If on the one hand, and in a very synodal manner, it shows all the doctrinal ambiguity and pastoral simplification of the faith bordering on paroxysm, a sort of ‘do-it-yourself’ blessing, on the other hand, FS reveals also a not insignificant problem typical of the last sixty years. A second methodological reflection is called for. FS is the most successful example of a pastoral effort that not only affects the doctrine and changes it, but also imposes itself as doctrine. This is the doctrine of praxis, or also a praxis that becomes doctrine and imposes upon the faithful and clerics the acceptance of self in the name of authority separated from truth. Just as doctrine and pastoral praxis always go together and the latter is ontologically dependent on the former, so too are truth and authority. The only authority is that of truth and the uninterrupted transmission of faith and morals: from Christ through the Apostles to us. With FS the pastoral method, in addition to becoming doctrine itself, has gone much further, suggesting a new doctrine. To all of this we simply say: non licet!
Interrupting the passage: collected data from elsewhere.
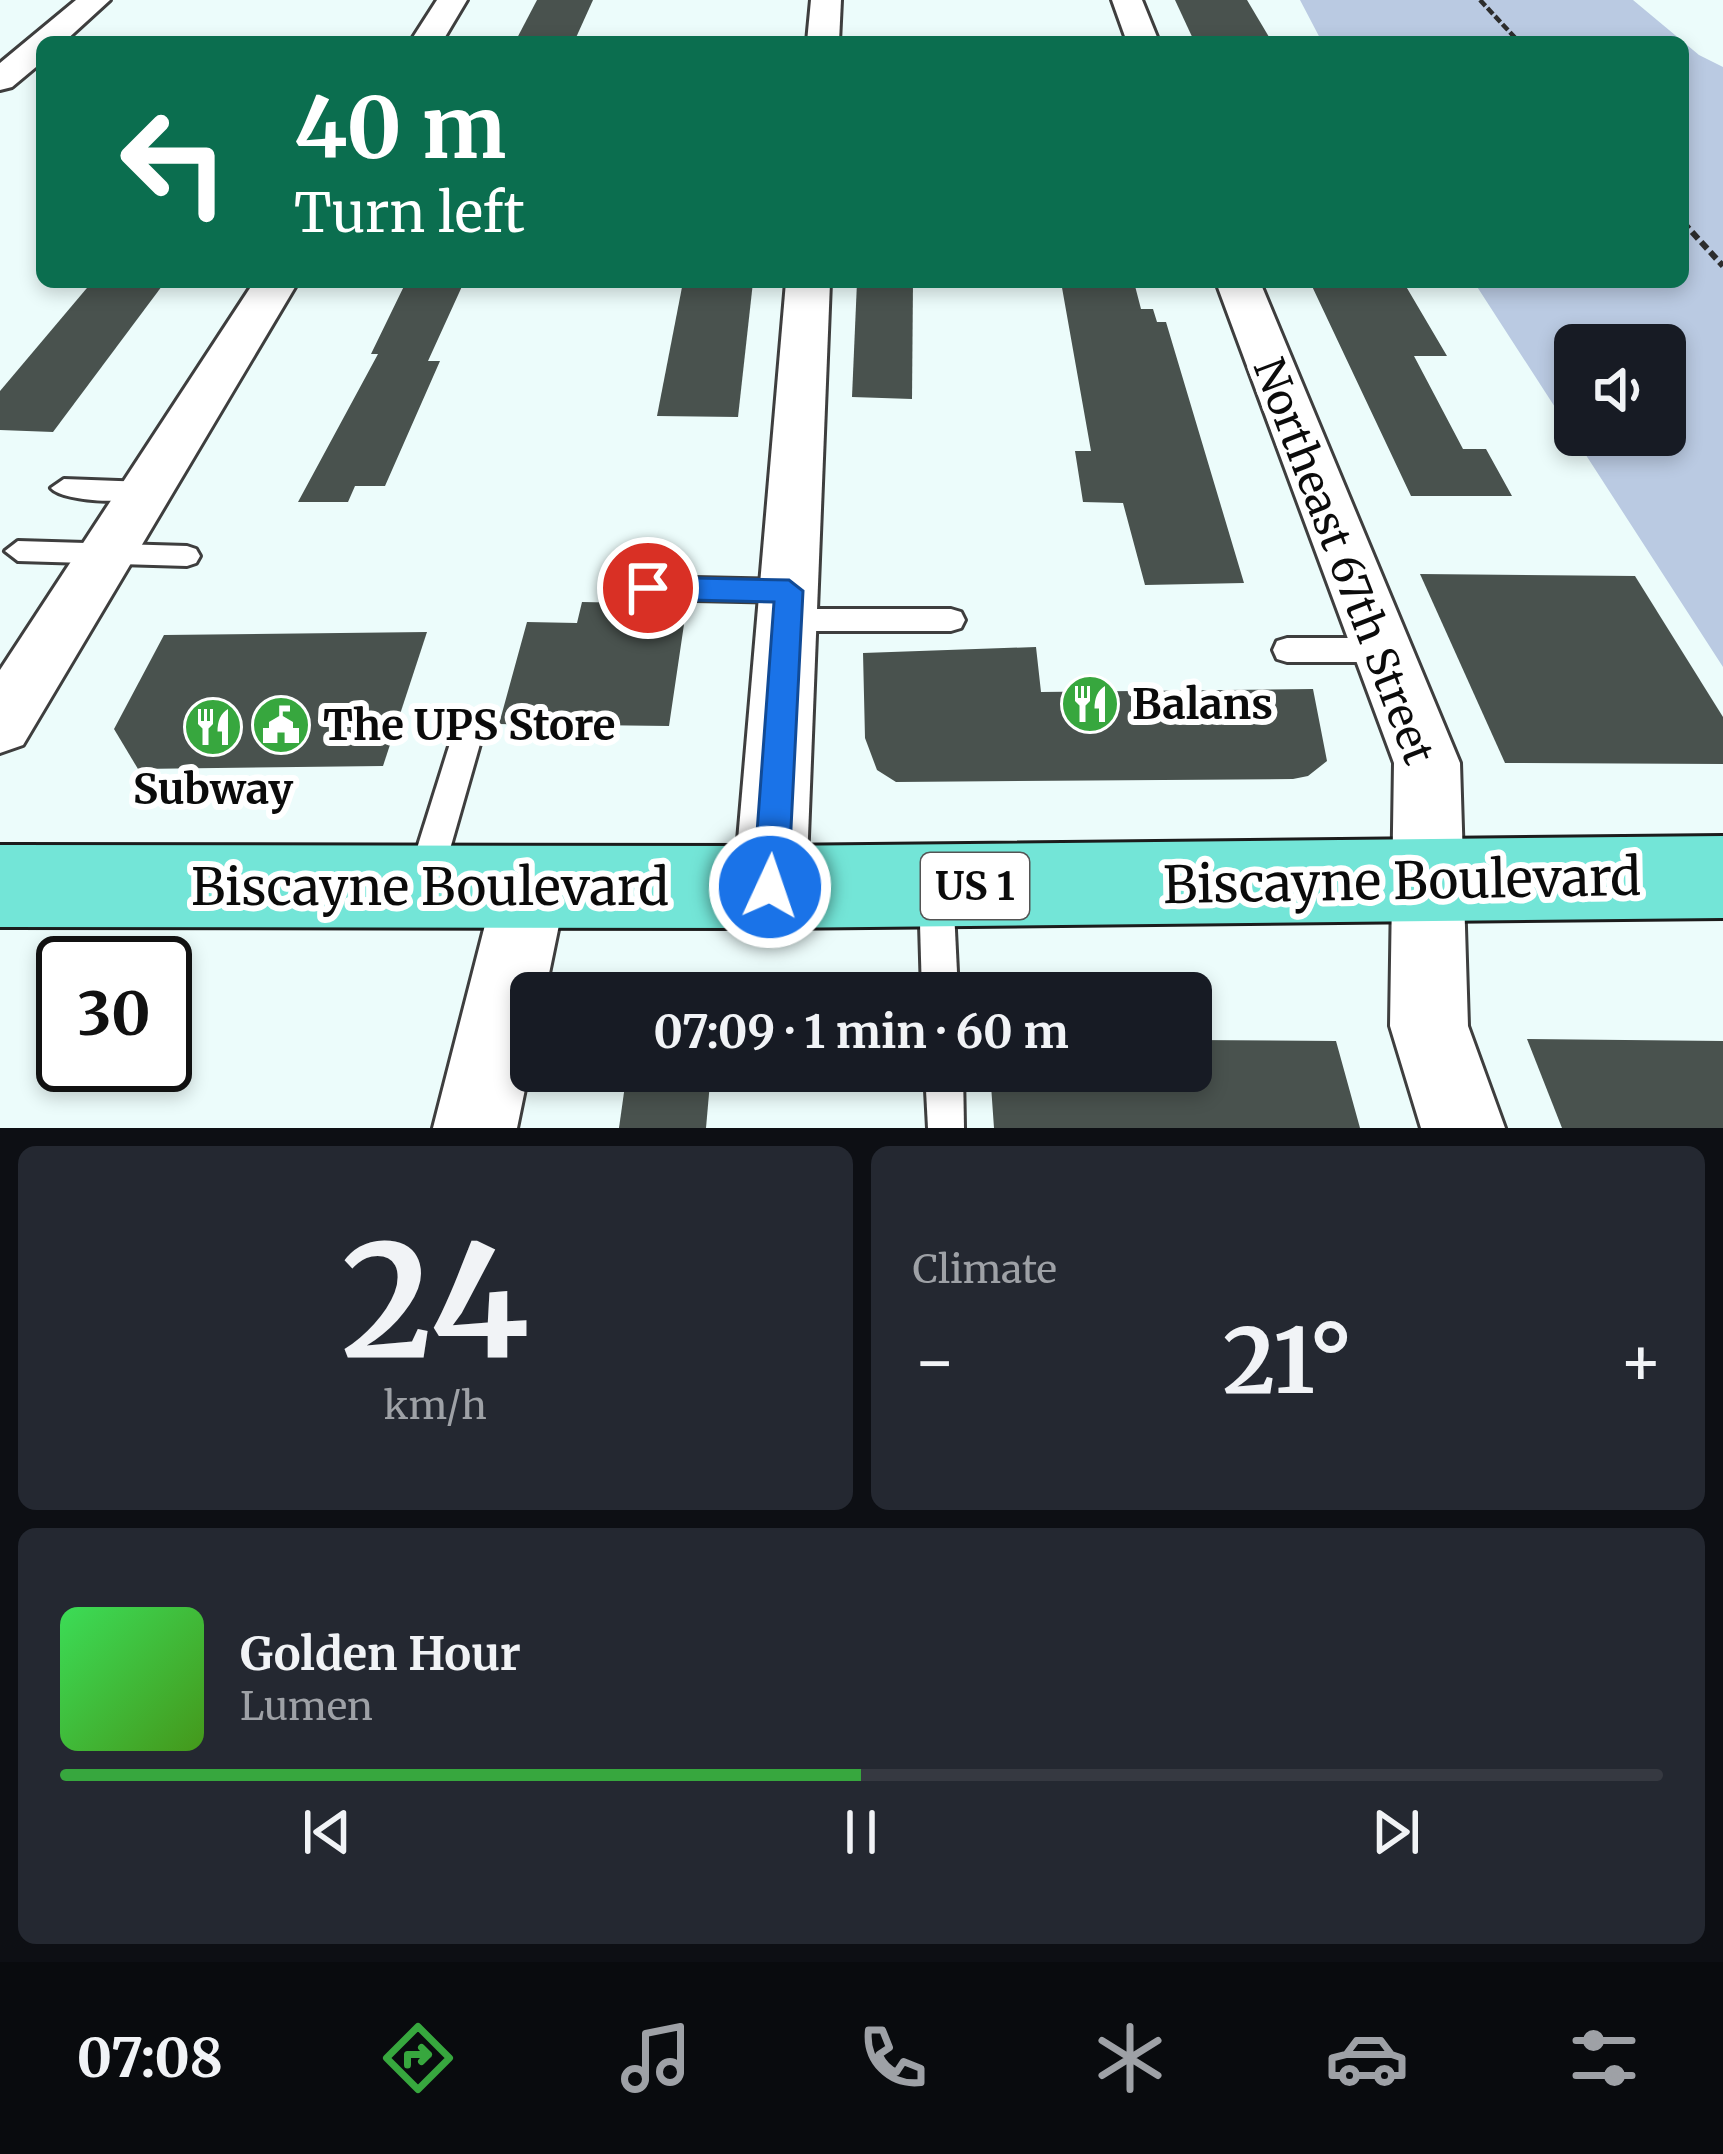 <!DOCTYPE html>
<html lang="en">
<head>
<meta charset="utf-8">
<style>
	body { margin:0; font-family:Merriweather,serif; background:#242831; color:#f1f3f6; height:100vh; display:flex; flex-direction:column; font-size:45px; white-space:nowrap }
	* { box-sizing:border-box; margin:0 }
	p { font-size:39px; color:#9ea1a6 }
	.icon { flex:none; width:66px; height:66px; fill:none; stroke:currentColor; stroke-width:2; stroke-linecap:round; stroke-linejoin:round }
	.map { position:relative; height:1128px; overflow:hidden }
	.drawer { display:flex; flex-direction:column; gap:18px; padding:18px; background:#0d0f14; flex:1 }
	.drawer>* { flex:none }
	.guide { position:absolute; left:36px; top:36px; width:1653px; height:252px; border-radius:18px; box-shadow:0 6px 18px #0003; background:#0b6e4f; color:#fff; overflow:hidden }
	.controls { position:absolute; left:1554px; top:324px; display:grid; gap:24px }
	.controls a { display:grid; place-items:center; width:132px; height:132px; border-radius:18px; background:#171b24; box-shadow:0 6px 18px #0003; font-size:60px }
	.speed { position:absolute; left:36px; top:936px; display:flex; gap:24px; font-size:60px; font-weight:700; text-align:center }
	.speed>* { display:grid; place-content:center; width:156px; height:156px; border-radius:50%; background:#171b24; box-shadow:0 6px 18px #0003; line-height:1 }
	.speed .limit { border:6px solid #111; border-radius:18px; background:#fff; color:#111 }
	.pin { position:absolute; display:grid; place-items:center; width:102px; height:102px; color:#fff; margin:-51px; border:6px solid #fff; border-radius:50%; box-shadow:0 3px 12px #0007 }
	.me { position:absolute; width:132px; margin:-66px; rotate:3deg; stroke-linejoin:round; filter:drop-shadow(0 0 9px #0008) }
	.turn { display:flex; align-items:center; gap:42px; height:252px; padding:0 60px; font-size:54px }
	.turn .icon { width:156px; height:156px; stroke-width:2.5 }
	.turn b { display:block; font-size:84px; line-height:102px }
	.big { font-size:90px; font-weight:700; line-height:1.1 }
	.drawer .card { flex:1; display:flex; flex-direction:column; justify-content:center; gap:18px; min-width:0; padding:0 42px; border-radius:18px; background:#242831 }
	.drawer .dial { align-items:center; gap:0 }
	.dial b { font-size:156px; line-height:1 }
	.song { display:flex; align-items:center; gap:36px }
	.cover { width:144px; height:144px; border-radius:18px; background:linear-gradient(135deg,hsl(130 70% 55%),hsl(100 70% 35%)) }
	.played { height:12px; border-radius:6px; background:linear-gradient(90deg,#37a73e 50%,#363941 50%) }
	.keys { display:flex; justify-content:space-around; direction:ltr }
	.heat { display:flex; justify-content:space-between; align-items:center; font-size:66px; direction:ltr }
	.drawer .tiles { flex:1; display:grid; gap:18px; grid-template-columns:1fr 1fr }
	.card:last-child { grid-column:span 2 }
	.trip { position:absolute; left:510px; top:972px; width:702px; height:120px; border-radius:18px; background:#171b24; box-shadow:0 6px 18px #0003; font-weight:700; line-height:120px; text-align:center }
	.menu { display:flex; height:192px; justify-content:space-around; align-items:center; background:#090b0e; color:#9ea1a6 }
	.menu .icon { width:84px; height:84px }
	.menu .on { color:#37a73e }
	.menu b { font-size:54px; color:#f1f3f6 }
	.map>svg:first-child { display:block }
	.green { fill:#bacae2; fill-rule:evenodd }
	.building { fill:#49524e }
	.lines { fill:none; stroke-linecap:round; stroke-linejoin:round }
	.service-casing { stroke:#3e3e3e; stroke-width:6 }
	.minor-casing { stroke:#3e3e3e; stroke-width:6 }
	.primary-casing { stroke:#1c1c1c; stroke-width:6 }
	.path-far1 { stroke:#2d2d2d; stroke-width:4.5; stroke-dasharray:8 3; stroke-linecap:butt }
	.path { stroke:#2d2d2d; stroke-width:6; stroke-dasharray:9 4.5; stroke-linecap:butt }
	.service { fill:#fff; fill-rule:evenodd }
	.minor { fill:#fff; fill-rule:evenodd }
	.primary { fill:#73e5d7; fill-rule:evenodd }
	.route { fill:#1a73e8; stroke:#114b97; stroke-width:3 }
	.labels { text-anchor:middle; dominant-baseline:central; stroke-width:12; stroke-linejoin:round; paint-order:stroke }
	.shield { fill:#fff; stroke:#545454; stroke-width:3 }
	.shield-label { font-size:39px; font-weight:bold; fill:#0b0b0b }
	.street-label { font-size:42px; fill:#0b0b0b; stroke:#fff }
	.poi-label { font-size:42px; font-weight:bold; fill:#0b0b0b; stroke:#fff; text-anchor:start }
	.near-street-label { font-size:51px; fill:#0b0b0b; stroke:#fff }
</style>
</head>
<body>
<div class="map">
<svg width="1723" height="1128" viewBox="0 0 1723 1128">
	<rect width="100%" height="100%" fill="#ecfcfb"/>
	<path class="green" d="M1300 0H1633L1699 55 1723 67V667L1474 282H1683V42H1322ZM1575 345H1665V435H1575Z"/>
	<g class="building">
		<polygon points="537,0 593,0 574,42 515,42"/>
		<polygon points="1175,0 1247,0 1272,42 1194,41"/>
		<polygon points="92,282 165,282 53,432 0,430 0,391"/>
		<polygon points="406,282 464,282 428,361 440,361 385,486 355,486 348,502 298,502 378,354 371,354"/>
		<polygon points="683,282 753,282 738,417 657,416"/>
		<polygon points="857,282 913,282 912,399 852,397"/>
		<polygon points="1061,282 1134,282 1141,309 1153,309 1157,322 1166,322 1244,583 1145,585 1123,503 1083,502 1075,451 1091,451"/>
		<polygon points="1310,282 1404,283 1447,356 1414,356 1463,449 1486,449 1512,496 1411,496"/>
		<polygon points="1420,574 1635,576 1723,717 1723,764 1505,763"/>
		<polygon points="582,602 687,604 669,726 499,724 527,622 577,623"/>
		<polygon points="427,632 383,766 138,769 114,729 164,635"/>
		<polygon points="1036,647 1041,692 1313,689 1327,761 1308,776 1293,779 896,782 877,770 865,738 863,653"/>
		<polygon points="1527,1039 1723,1041 1723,1128 1562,1128"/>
		<polygon points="1191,1040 1336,1041 1360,1128 994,1128 990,1071 1191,1071"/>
		<polygon points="627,1071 711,1071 706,1128 619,1128"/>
	</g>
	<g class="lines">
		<g class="service-casing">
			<g id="service">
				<path d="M64 479 146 482 159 491C146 506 64 503 51 488Z"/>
				<polygon points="18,541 187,546 196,549 200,556 196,563 187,566 18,561 5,551"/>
				<polygon points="648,577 789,580 799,583 803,591 799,599 789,602 648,599 638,596 634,588 638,580"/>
				<polygon points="787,609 951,609 961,612 965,620 961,628 951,631 787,631 777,628 773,620 777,612"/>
				<polygon points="1287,638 1382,638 1392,641 1396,650 1392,659 1382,662 1287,662 1277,659 1273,650 1277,641"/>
				<polygon points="467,723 478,727 482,737 442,877 437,889 425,894 413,889 408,877 452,737 456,727"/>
				<polygon points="936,872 948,877 953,889 958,993 922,993 919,889 924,877"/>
				<polygon points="925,1071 963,1071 964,1128 928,1128"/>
			</g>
		</g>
		<g class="minor-casing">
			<g id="minor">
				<polygon points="76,0 110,0 64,42 42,42 42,62 12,87 0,90 0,63"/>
				<polygon points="437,0 467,0 442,42 410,42"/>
				<polygon points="811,0 841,0 839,42 807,42"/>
				<polygon points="1112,0 1142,0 1159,42 1127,42"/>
				<polygon points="254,282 298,282 23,745 0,753 0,670"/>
				<polygon points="786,282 830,282 806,887 796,912 770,923 744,912 734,887"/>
				<polygon points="1216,282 1260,282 1460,763 1468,1026 1505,1128 1421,1128 1390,1026 1394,763"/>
				<polygon points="531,851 557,861 567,886 545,993 531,993 531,1060 517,1128 433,1128 495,886 505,861"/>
			</g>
		</g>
		<g class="primary-casing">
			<polygon id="primary" points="1723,836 1723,918 770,928 0,927 0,845 770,846"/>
		</g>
		<polyline class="path-far1" points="1480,0 1519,42"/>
		<polyline class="path" points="1683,222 1723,266"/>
		<use href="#service" class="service"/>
		<use href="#minor" class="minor"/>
		<use href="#primary" class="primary"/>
	</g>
	<polygon class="route" points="648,577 789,580 803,591 788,887 783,899 770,904 758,899 753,887 774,602 648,599 634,588"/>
	<defs>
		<g id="restaurant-disc" transform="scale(3)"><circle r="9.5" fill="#37a73e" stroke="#fff"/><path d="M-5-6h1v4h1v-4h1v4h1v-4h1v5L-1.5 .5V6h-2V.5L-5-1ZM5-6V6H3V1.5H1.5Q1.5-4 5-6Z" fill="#fff"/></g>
		<g id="civic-disc" transform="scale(3)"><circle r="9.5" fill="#37a73e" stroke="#fff"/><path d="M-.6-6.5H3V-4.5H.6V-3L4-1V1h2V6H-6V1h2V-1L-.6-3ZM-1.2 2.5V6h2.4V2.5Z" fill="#fff"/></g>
	</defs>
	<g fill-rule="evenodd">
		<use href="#restaurant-disc" x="1090" y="704"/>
		<use href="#civic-disc" x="281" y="725"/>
		<use href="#restaurant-disc" x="213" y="727"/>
	</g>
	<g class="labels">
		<rect class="shield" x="921" y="853" width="108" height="66" rx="9"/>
		<g class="shield-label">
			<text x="975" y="886">US 1</text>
		</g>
		<g class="street-label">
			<text transform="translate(1344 561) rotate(69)">Northeast 67th Street</text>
		</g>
		<g class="poi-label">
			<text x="1132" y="704">Balans</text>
			<text x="323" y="725">The UPS Store</text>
			<text x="213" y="789" text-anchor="middle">Subway</text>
		</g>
		<g class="near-street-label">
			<text transform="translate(1402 881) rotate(-1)">Biscayne Boulevard</text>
			<text x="430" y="887">Biscayne Boulevard</text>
		</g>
	</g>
</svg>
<div class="controls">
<a><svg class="icon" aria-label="sound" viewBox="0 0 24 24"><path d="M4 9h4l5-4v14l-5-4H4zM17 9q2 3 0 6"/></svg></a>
</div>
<div class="speed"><div class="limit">30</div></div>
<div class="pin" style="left:648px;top:588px;background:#d93025"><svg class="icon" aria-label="arrive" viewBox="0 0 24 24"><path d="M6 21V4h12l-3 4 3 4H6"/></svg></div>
<svg class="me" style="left:770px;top:887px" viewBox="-20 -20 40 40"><circle r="17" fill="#1a73e8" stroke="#fff" stroke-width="3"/><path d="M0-11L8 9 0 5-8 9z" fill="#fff"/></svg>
<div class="trip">07:09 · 1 min · 60 m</div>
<div class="guide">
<div class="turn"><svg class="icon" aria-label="left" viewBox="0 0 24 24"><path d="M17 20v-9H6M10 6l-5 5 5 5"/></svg><div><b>40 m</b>Turn left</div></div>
</div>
</div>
<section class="drawer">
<div class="tiles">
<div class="card dial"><b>24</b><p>km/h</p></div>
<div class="card"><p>Climate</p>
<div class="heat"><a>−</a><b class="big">21°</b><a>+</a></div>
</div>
<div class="card">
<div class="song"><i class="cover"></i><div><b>Golden Hour</b><p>Lumen</p></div></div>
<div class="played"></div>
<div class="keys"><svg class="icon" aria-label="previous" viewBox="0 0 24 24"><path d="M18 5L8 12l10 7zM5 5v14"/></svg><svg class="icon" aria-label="pause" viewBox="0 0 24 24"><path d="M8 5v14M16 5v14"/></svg><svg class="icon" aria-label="next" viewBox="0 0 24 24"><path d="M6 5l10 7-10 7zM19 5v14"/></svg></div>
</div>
</div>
</section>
<nav class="menu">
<b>07:08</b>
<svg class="icon on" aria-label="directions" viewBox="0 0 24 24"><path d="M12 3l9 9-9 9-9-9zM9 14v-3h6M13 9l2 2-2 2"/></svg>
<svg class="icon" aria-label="music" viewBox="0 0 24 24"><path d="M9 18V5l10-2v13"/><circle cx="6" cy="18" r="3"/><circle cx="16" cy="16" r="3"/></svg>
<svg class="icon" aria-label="phone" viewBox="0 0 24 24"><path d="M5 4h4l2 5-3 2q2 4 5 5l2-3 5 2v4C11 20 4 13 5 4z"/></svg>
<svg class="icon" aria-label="climate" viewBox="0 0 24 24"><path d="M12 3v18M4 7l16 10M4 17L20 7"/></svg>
<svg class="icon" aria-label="car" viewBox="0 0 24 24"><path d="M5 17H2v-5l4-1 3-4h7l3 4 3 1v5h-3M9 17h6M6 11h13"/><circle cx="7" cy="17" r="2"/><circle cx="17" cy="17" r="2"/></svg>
<svg class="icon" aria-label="filters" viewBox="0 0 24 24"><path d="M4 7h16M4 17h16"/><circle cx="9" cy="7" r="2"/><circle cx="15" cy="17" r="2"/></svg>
</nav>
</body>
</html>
A ‘clarification’ from the Dicastery for the Doctrine of the Faith


After few days since the publication of FS, another note, all of a sudden, came out. On 4 January 2024, the DDF issued a press release, in order to respond to an increasing and unexpected reaction to FS from numerous Bishops’ Conferences and from single Bishops and Cardinals. The main preoccupation of Card. Fernández is that the Episcopal rejection of FS may appear as a doctrinal opposition to his Dicastery and ultimately to the Holy Father, whose only and ab-solute authority is called upon from start to finish. Also the suspicion of an indirect accuse of heresy from Rome is perceptible. Why? One could quote the Latin: “excusatio non petita, accusation manifesta” (the unrequested excuse is a manifest accusation), when the press release comes rightly to this: 


Evidently, there is no room to distance ourselves doctrinally from this Declaration or to consider it heretical, contrary to the Tradition of the Church or blasphemous.


If there is no room why to declare it? Was more clarity needed from the outset? What is even more astonishing is that despite the promise to issue no further intervention as to detailing new blessings – the accent is on spontaneity – this latest document is all about that, giving even an example of blessing and its timing. Those “10 or 15 seconds” a blessing may last about well display the spectrum of the new doctrinal function assigned to pastorality. Unfortunately, the main issue with FS remains, the elephant is still in the room. Once again and in a more compassionate manner, they try to reinforce the doctrinal principle: irregular couples and same sex couples can be blessed, when they, according to Catholic moral doctrine, simply cannot.